Top
Mehmet Açar

Mehmet Açar

macar@htgazete.com.tr

17/03/2013

Naif bir barış özlemi: 'Jin'

"Jin", Reha Erdem'in "gizli merkezleri"yle seyircinin kafasını karıştıran önceki filmlerinin yanında su damlası gibi berrak öyküsüyle öne çıkıyor. Erdem'in bu filmi 30 yıldır sürüp giden ve onbinlerce insanın canına malolan savaşa dair açık ve yalın şeyler söyleme isteğiyle çektiği belli.

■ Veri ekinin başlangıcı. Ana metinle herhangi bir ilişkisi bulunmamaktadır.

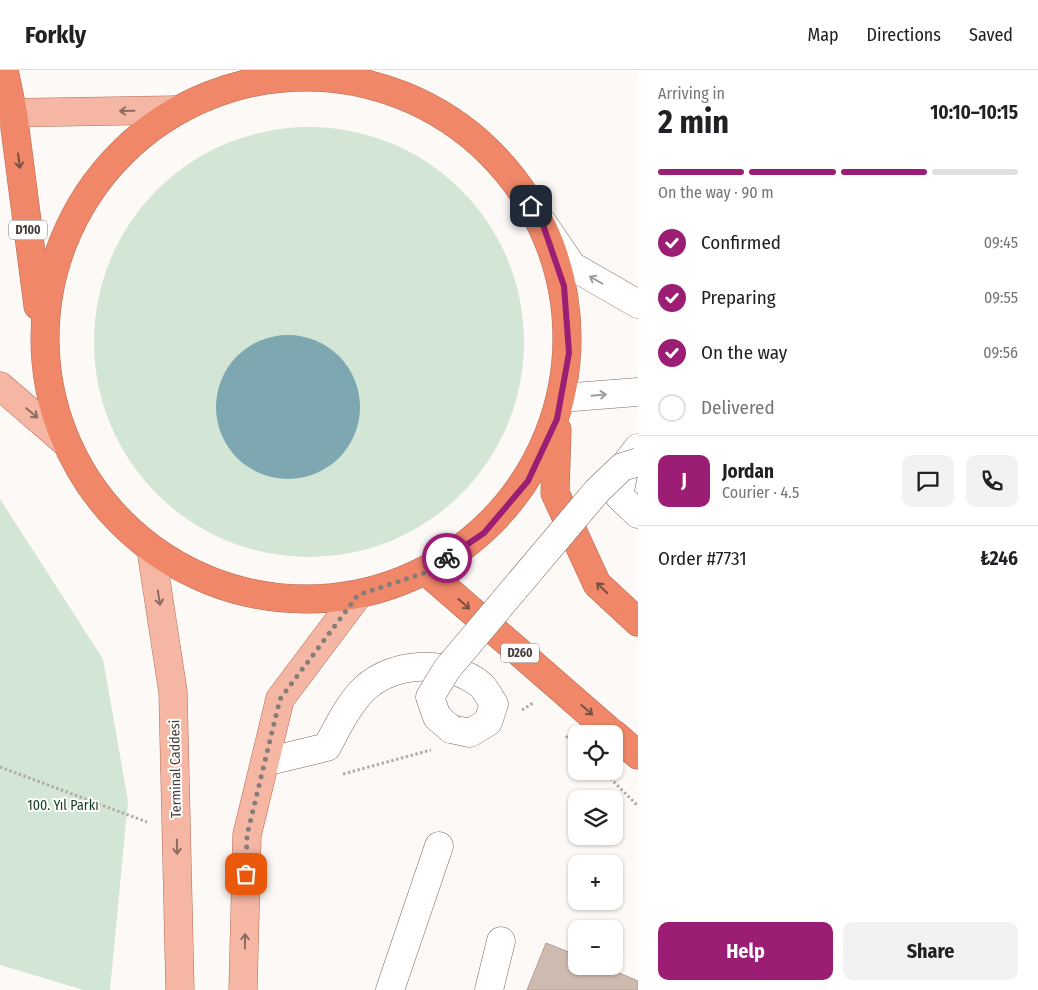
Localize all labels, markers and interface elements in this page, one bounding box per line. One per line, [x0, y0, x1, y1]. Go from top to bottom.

Öykü, 17 yaşındaki Jin'in (Deniz Hasgüler) kampta dinlediği Kürtçe türkünün ardından, gecenin karanlığında silahıyla, üniformasıyla örgütten kaçması ve İzmir'e dayısının yanına gitmek istemesi üzerine kurulu. Film boyunca geçmişi hakkında çok az şey öğreneceğimiz Jin'in kaçış nedenini, kaç yıldır dağda olduğunu bilmiyoruz. Zaten "Jin" bunlarla ya da savaşın nedenleri ve toplumda yarattığı sonuçlarla ilgili bir film değil... Alışageldiğimiz politik filmlere de hiç benzemiyor. Erdem'in "A Ay" ve "Hayat Var" filmlerinde de kullandığı "genç kız" figürünün bu kez savaşla doğa arasında bir yere taşındığı söylenebilir.

Erdem, asıl amacını açılış sekansında belli ediyor. Dalların ve yaprakların arasından beliren Jin, doğanın ve temsil ettiği bütünlüğün bir parçası. Finaldeki kareyle birlikte ele alındığında Erdem'in "Jin"i bu iki resmin çağrıştırdığı anlamlar için çektiğini sezmek mümkün.

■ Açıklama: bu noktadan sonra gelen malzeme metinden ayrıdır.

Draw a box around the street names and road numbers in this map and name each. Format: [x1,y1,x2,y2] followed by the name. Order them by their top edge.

Erdem sadece Jin'in hayvanlarla iyi geçinmesini vurgulamıyor. Hayvanların olup bitenlere şahit olduğu, anladığı ve hatta Jin'in başına gelen talihsizliklerden ötürü acı çektiklerini de hissettiriyor. Savaşın asıl hedefi, sanki Jin'in doğayla uyumu, içindeki iyiliği... Yiyeceklerini paylaşan, riske girme pahasına zor durumdaki hayvanlara, insanlara yardım eden Jin'in içindeki saf barış duygusunu görmek mümkün.

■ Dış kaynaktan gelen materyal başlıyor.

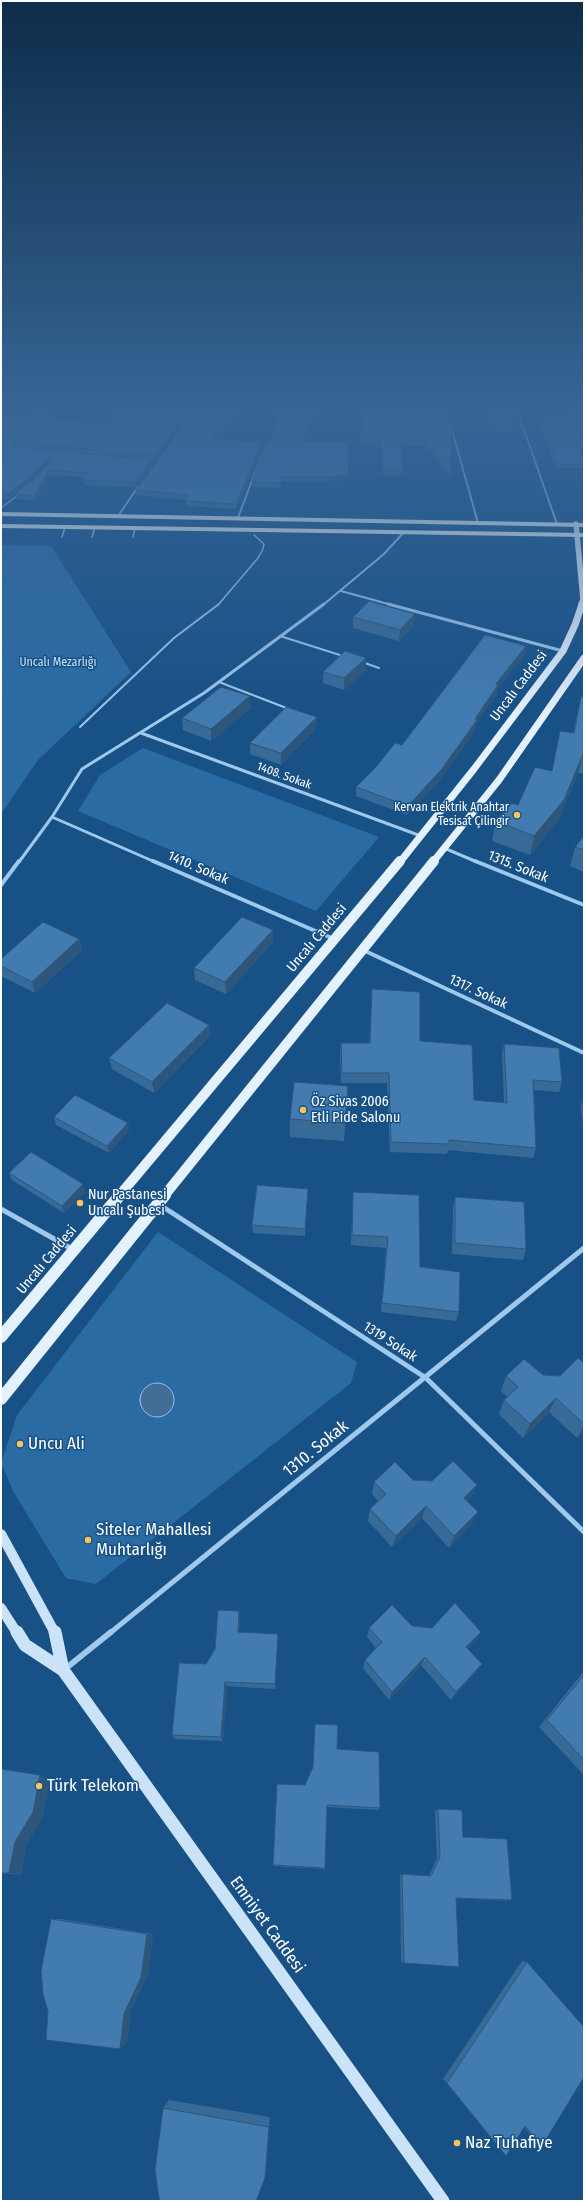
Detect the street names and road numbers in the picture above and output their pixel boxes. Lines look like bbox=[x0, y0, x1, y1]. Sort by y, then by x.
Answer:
street label: Uncalı Caddesi bbox=[487, 647, 551, 725]
street label: 1408. Sokak bbox=[255, 759, 313, 793]
street label: 1315. Sokak bbox=[485, 847, 551, 887]
street label: 1410. Sokak bbox=[165, 848, 231, 888]
street label: Uncalı Caddesi bbox=[284, 900, 350, 976]
street label: 1317. Sokak bbox=[446, 971, 510, 1013]
street label: Uncalı Caddesi bbox=[14, 1222, 80, 1298]
street label: 1319 Sokak bbox=[360, 1318, 420, 1366]
street label: 1310. Sokak bbox=[279, 1416, 353, 1482]
street label: Emniyet Caddesi bbox=[225, 1873, 309, 1977]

Savaşın sertliği ile doğanın huzurlu dinginliği arasındaki çelişki, Terrence Malick'in başyapıtı "İnce Kırmızı Hat"ı hatırlatsa da Reha Erdem, savaşı daha çok sesler, uçup giden kurşunlar ve düşen bombalarla yansıtıyor. Bazı bölümlerde bütçenin düşüklüğünü seyirciye fark ettirdiği için bence bir zaaf haline gelen bu tercihin anlamlı yanı, savaşanları değil, Jin ile savaşı karşı kutuplara koymuş olması. Böylece savaş, nedenlerinden bağımsız olarak özündeki kıyıcılıkla getiriliyor karşımıza... Yaralı askerin Jin'e "keşke bir gün çay bahçesi gibi bir yerde karşılaşsak" dediği an, barış temennisini son derece saf bir biçimde yansıtıyor.

MASAL OVADA BİTİYOR...

"Jin"in uzun olduğunu ve yer yer kendini tekrar ettiğini söylemek gerekiyor. Jin gibi genç yaşta dağa çıkmış bir kızın ovada başına geleceklerden, kendisini bekleyen tehlikelerden habersiz gibi davranması, mesela kimliksiz seyahat edebileceğini düşünmesi pek inandırıcı değil. "Kırmızı Başlıklı Kız" masalına yapılan göndermeler de bu inandırıcılık eksikliğini telafi edemiyor. Yarı feodal düzenin hüküm sürdüğü bir bölgede kız olarak ayakta kalmaya çalıştığı bölümler, gereksizce uzun tutuluyor. Çobanla yaşanan silahlı ve silahsız iki karşılaşmada Jin'in gördügü farklı muamele zaten her şeyi o kadar iyi özetliyor ki, insan gerisine ne gerek var diye düşünmeden edemiyor.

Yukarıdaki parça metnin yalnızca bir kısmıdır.